Soit mélanger abonnement et titre Fidélité, et alors créer deux variables de prix à 4 niveaux (2 niveaux pour Fidélité et deux niveaux pour l’abonnement).

Soit séparer l’abonnement et le titre Fidélité, chacun étant représenté par une variable de prix à 3 niveaux.

Nous avons finalement choisi la seconde solution car elle présentait l’avantage de permettre de mieux estimer la constante associée au titre Fidélité, et d’avoir plus de niveaux de prix, ce qui est toujours mieux pour caler les coefficients.
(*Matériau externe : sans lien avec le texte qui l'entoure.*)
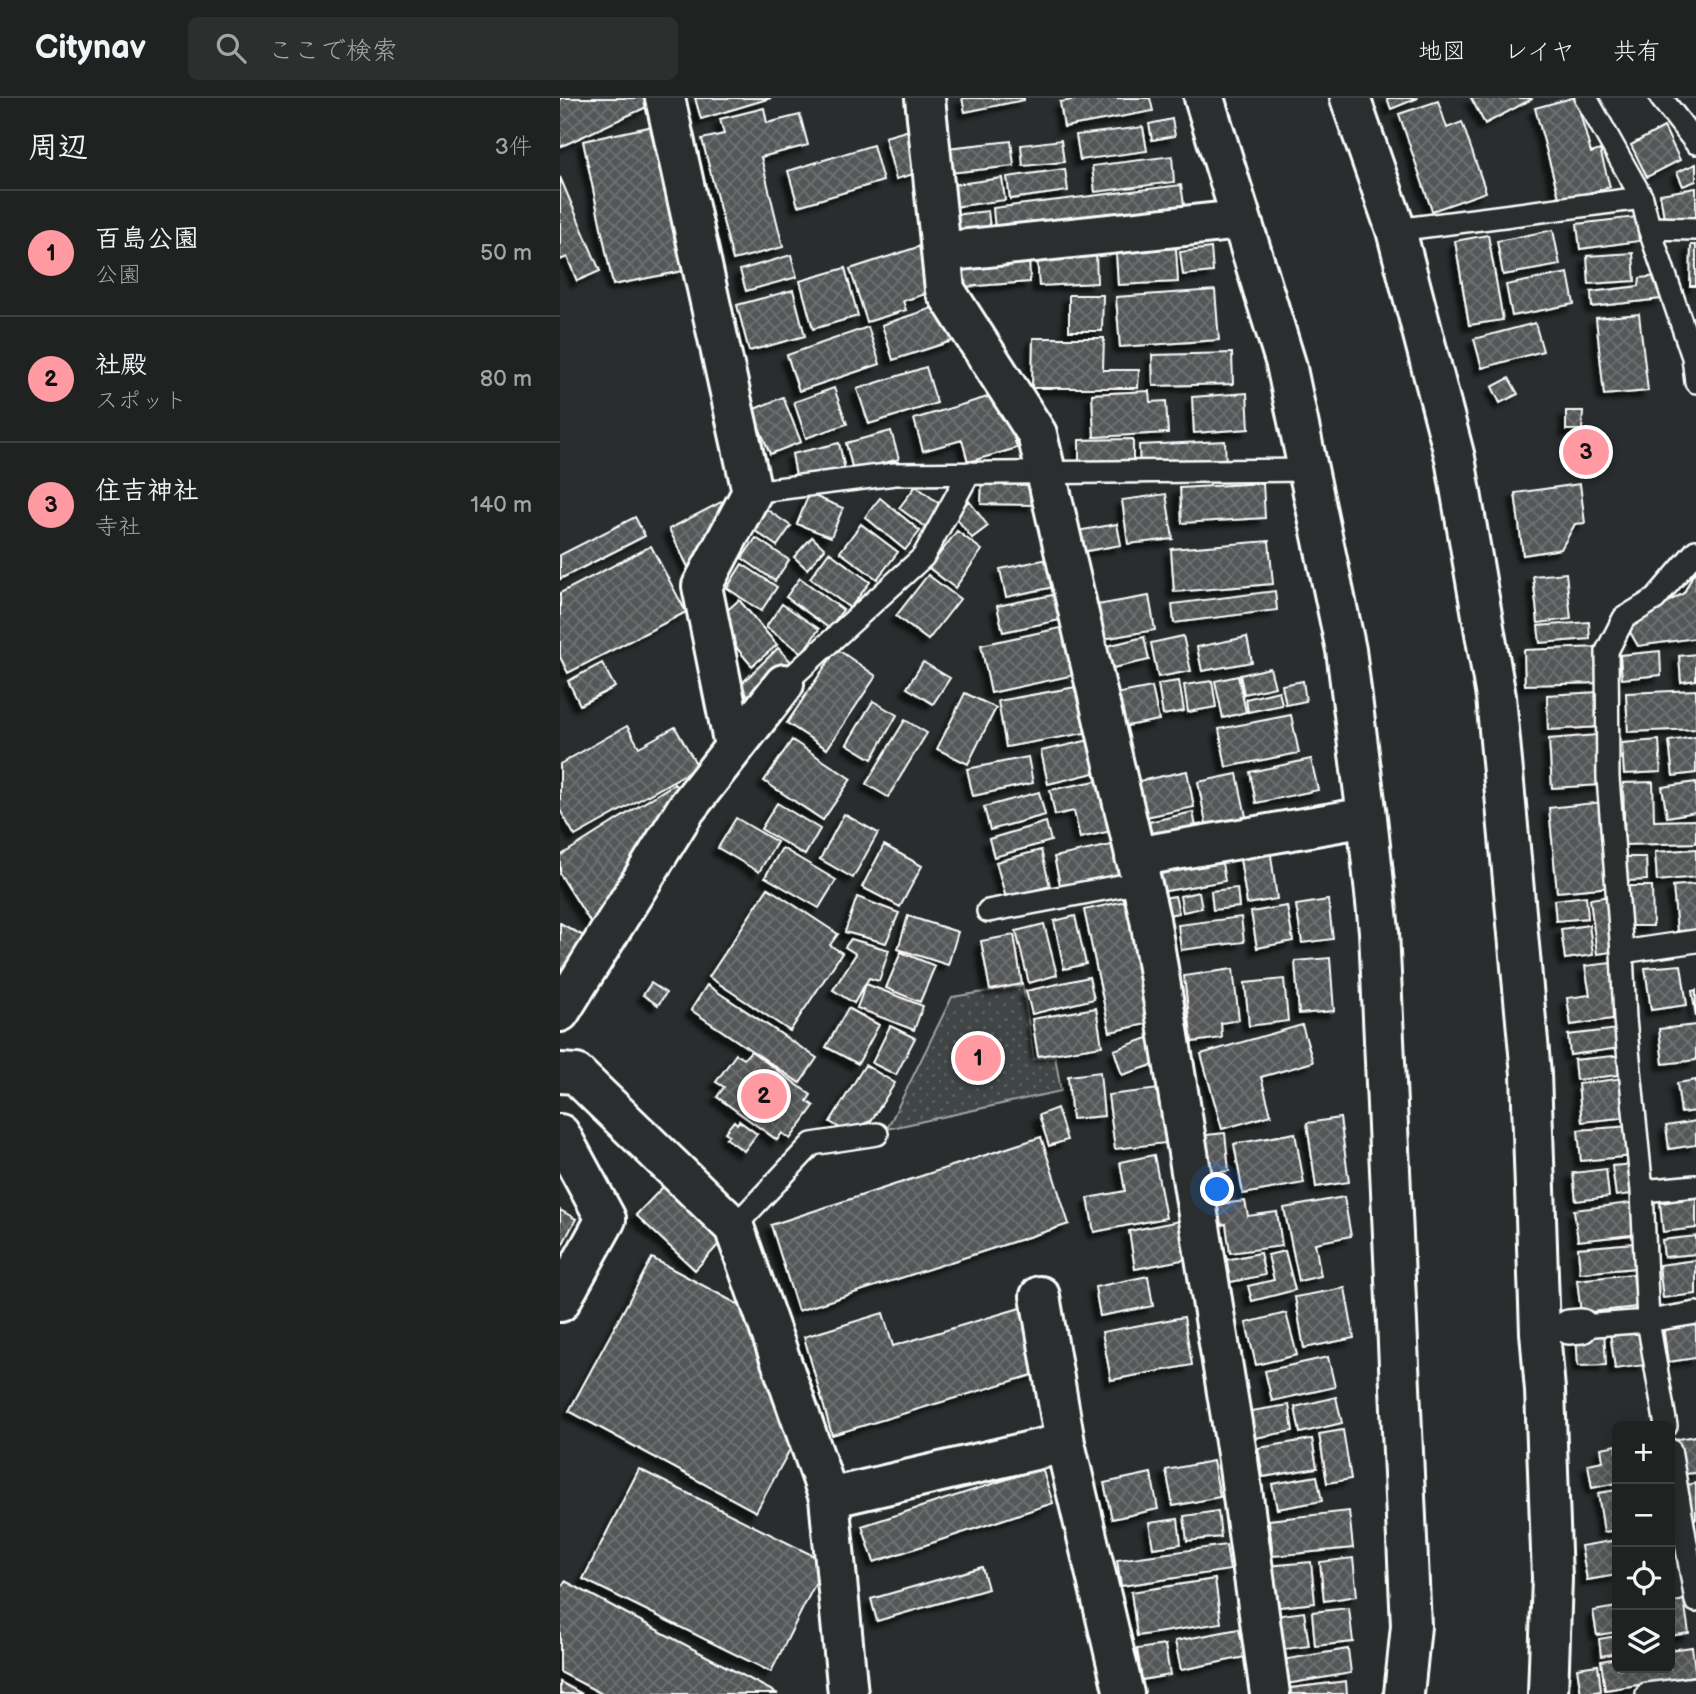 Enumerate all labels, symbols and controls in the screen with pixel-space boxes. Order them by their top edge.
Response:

Nous avons choisi d’utiliser un plan ne permettant d’estimer que les effets principaux, car il nous semblait que l’étude des interactions de 2ème ordre n’était pas nécessaire. Dans ce cas, nous obtenons in fine 16 paires d’options, ce qui, après réflexion avec le bureau d’études en charge de la réalisation sur le terrain de l’enquête, nous a paru encore trop élevé. Nous avons donc décidé de scinder ces 16 paires en 2 blocs de 8 paires. La réduction du nombre d’options passe donc, dans notre cas, par l’utilisation de plans factoriels fractionnels puis une partition du plan obtenu en 2 plans. Dans le cas des utilisateurs de tickets unité, le nombre d’attributs est également de 3, mais un de ces attributs est spécifique au titre Fidélité. Nous avons utilisé un plan à 5 attributs, avec 2 attributs à 3 niveaux et 3 attributs à 2 niveaux (2 attributs de lieu d’achat et 1 attribut de durée de validité spécifique au titre Fidélité). On obtient également in fine 16 paires d’options, que nous avons, comme pour les autres enquêtés, scindées en 2 blocs de 8 paires. Nous récapitulons les différentes phases de réduction du nombre de paires d’alternatives dans la figure suivante :

Figure 13 : Synthèse des procédures utilisées pour réduire le nombre de paires d’options à proposer aux enquêtés
Figure 13 : Synthèse des procédures utilisées pour réduire le nombre de paires d’options à proposer aux enquêtés

Cette phase, qui paraît de prime abord très technique, a été complétée par une phase indispensable d’analyse des paires d’options obtenues, phase beaucoup plus qualitative. En effet, on vérifie paire par paire que le choix que l’on demande de faire aux enquêtés respecte les 3 critères précédemment mis en évidence, à savoir le réalisme du trade-off proposé, son acceptabilité et son efficacité, et ce à partir de données concrètes relatives à la situation actuelle des personnes enquêtées. Dans notre cas, cela a consisté à voir si pour des niveaux de mobilité donnés, les trade-off étaient pertinents. Dans le cas où certaines paires nous paraissaient peu intéressantes, nous avons cherché à modifier les options proposées, en tenant compte du fait que si on remplace par exemple la modalité « lieux d’achat actuels » par la modalité « lieux d’achat étendus », il faut enlever dans une autre option la modalité « lieux d’achat étendus » et la remplacer par la modalité « lieux d’achat actuels ». Ces permutations améliorent les aspects de fond (réalisme, acceptabilité et efficacité), mais sur la forme, il faut prendre garde à ne pas biaiser l’orthogonalité du design. A chaque permutation, on vérifie les coefficients de corrélation entre les différentes colonnes (qui représentent les niveaux pris par chaque attribut pour chaque paire d’options) du design. On considère que ces coefficients ne doivent pas dépasser +0.5, ou être en dessous de –0.5.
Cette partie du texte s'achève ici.